Warum gerade einen Schwarzen Russischen Terrier???

Traute Zweisamkeit!

Weil es für mich der ideale Hund ist! :-))

Als ich das erste mal einen Russen in einer Hundezeitschrift sah, dachte ich "was für ein toller Hund".

Ich las sehr interessiert den Rassebericht und war auf Anhieb fasziniert.

Ich wollte schon seit langem wieder einen Hund mit dem ich "richtig" Arbeiten konnte. Für mich heiß das Unterornung, Fährte, Schutzdienst. Ich pendelte lange zwischen Riesenschnauzer und Rottweiler hin und her und konnte mich so recht für keinen entscheiden.

Da wir sehr abgelegen, beinahe in einer Einöde, mitten im Wald wohnen und mein Mann öfter mal nicht da ist, wollte ich auch einen Hund, der bewacht, meldet, verteidigt und beschützt.

Ich hatte zu dieser Zeit noch zwei Westis im Haus, kleine, quirlige Hunde, die nichts als Unfug im Kopf haben.

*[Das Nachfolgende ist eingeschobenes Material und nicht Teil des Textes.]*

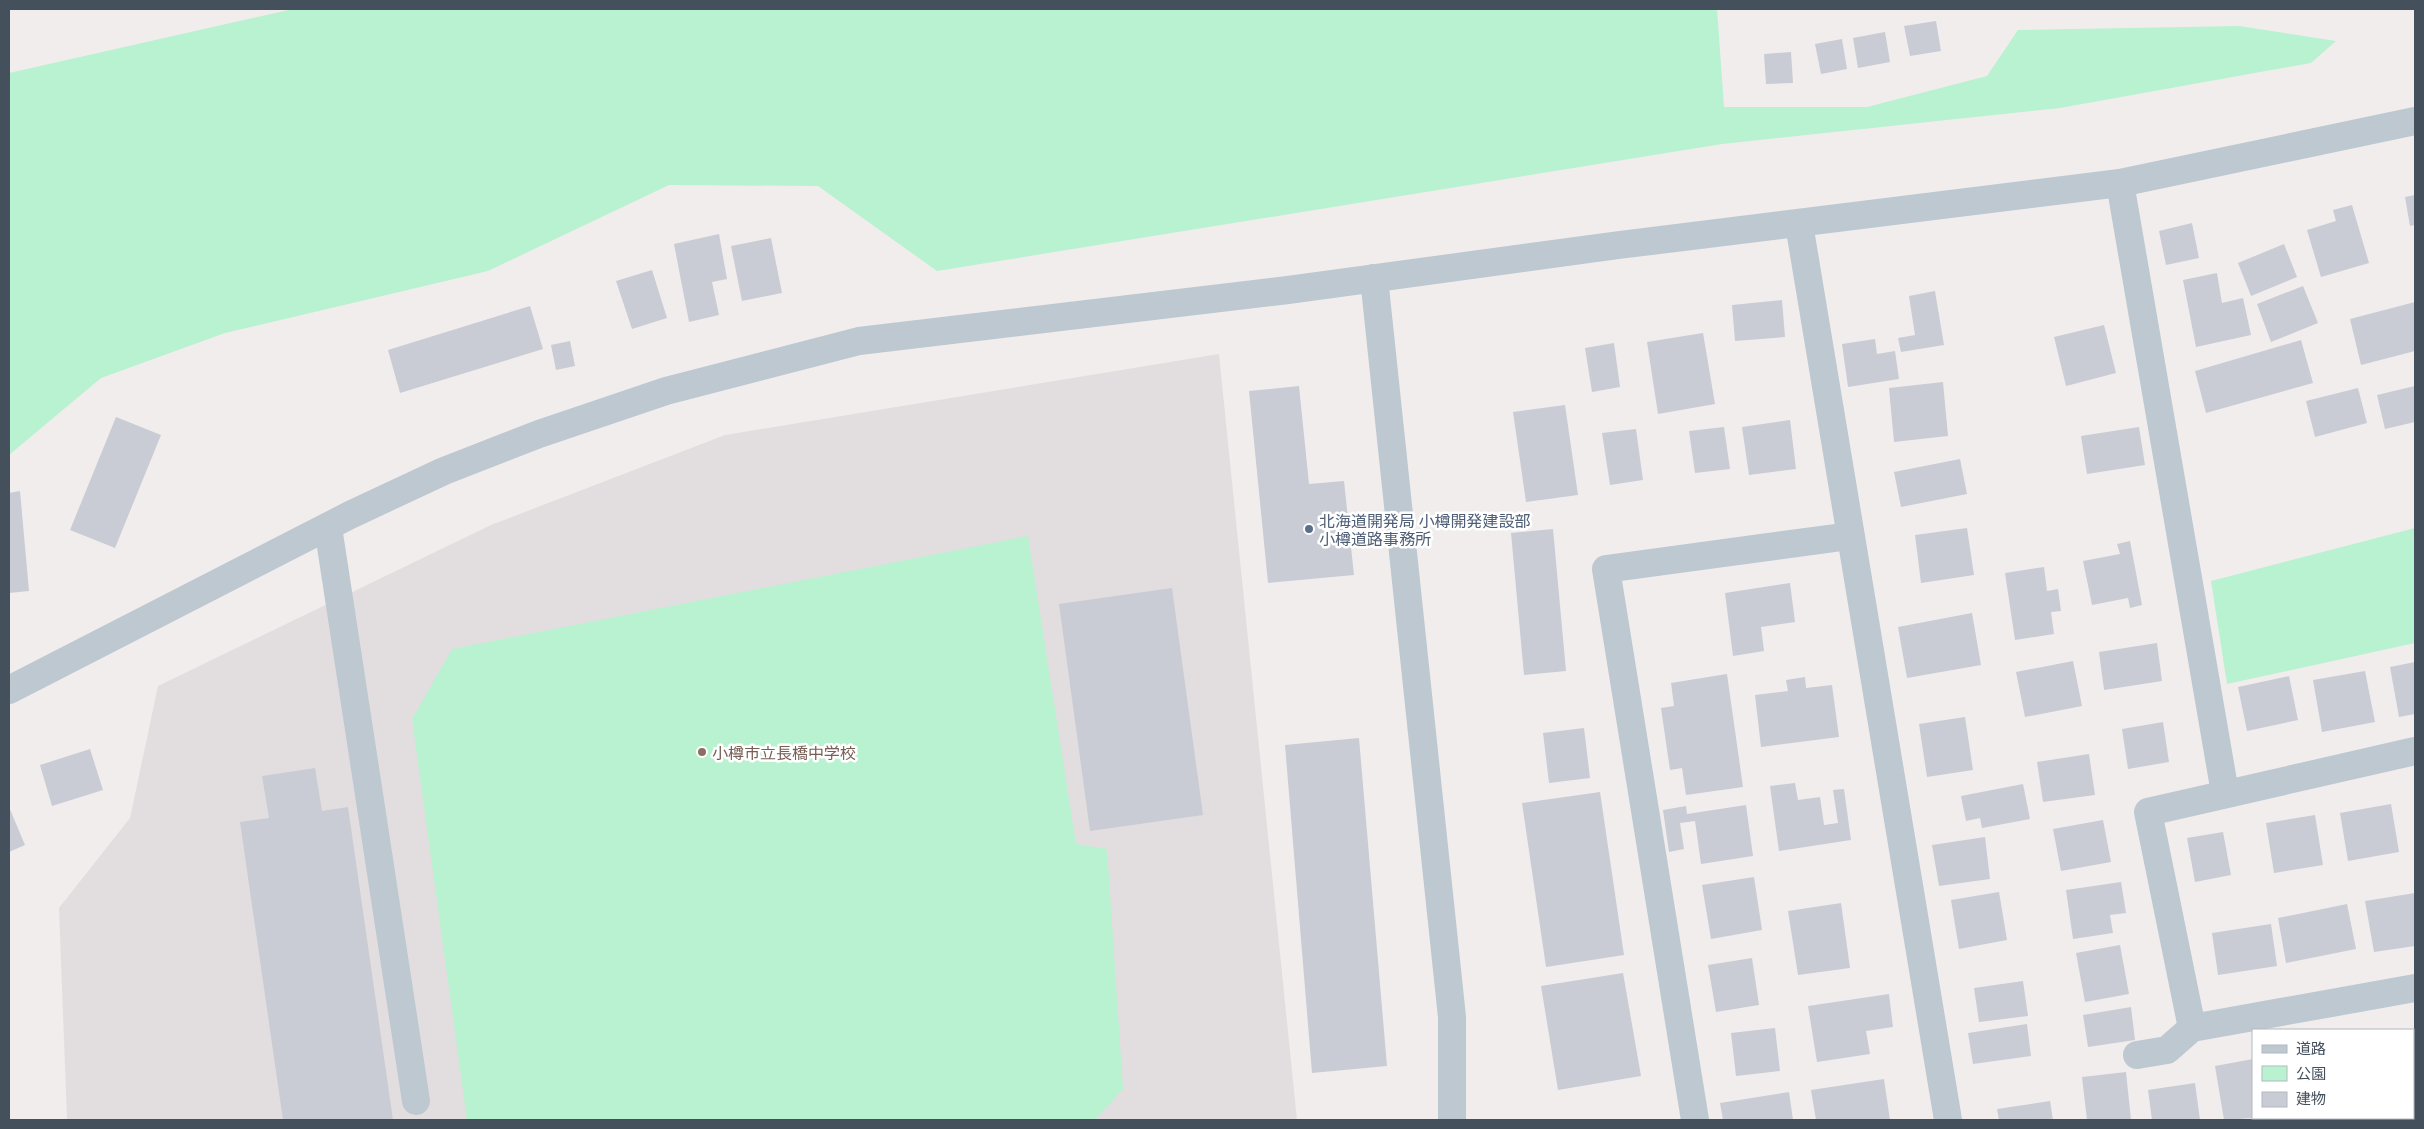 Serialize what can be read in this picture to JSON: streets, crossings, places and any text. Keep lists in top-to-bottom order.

Und dann hatte ich ja auch noch meine zwei Kinder, die sich vom Wesen her nicht viel von den Westis unterschieden, genauso quirlig und stets voller Unfug und Tatendrang.

Was um Himmels Willen sollte ich dann noch mit einem großen, quirligen Hund? Nein, ein im Haus ruhiger, großer Hund sollte es sein.

Putzen muß sein, klar... aber fein wäre es auch noch, wenn dieser große Hund nicht haaren würde!

Kinderlieb war natürlich sehr wichtig und da wir einiges an Kleingetier haben und wie gesagt mitten im Wald wohnen, durfte er natürlich auch keinen Jagdtrieb haben.

Ich wollte ja meine Hunde überall mitnehmen können und somit sollte er auch im Getümmel, Trubel und Ungewohnten Situationen Cool bleiben.

Das wichtigste aber war mir, daß ich einen Hund haben wollte, mit dem ich Arbeiten konnte und der trozdem noch klar im Kopf und nicht zu überdreht war.

Ich hatte also den Rassebericht gelesen und mich entschieden, so ein Schwarzer Russischer Terrier soll es sein!

Nun muß man sagen, daß die Russen nicht unbedingt Hunde für einen Anfänger sind, sie sind doch einigermaßen Dominant und sollten dementsprechend erzogen werden.

Ich wuchs mit Deutschen Schäferhunden und Mischlingen auf, war Ausbilder in einem kleinen Hundeverein. Meine Westis waren zwar klein aber sehr schwierig zu erziehen. Hundeerfahrung also hatte ich.

Ich sammelte alles was ich über den Schwarzen Russischen Terrier fand und sog es quasi in mir auf.

Vom ersten Bild, bis ich meine Chaika bekam, sollten ganze 2,5 Jahre vergehen! Eine für mich waaahnsinnig lange Zeit.

Alles in allem ist der Schwarze Russische Terrier genau der Hund, den ich immer haben wollte.

Für uns wird es mit Sicherheit keine andere Rasse mehr geben, wir sind jeden Tag wieder fasziniert von diesen Hunden und lieben sie sehr.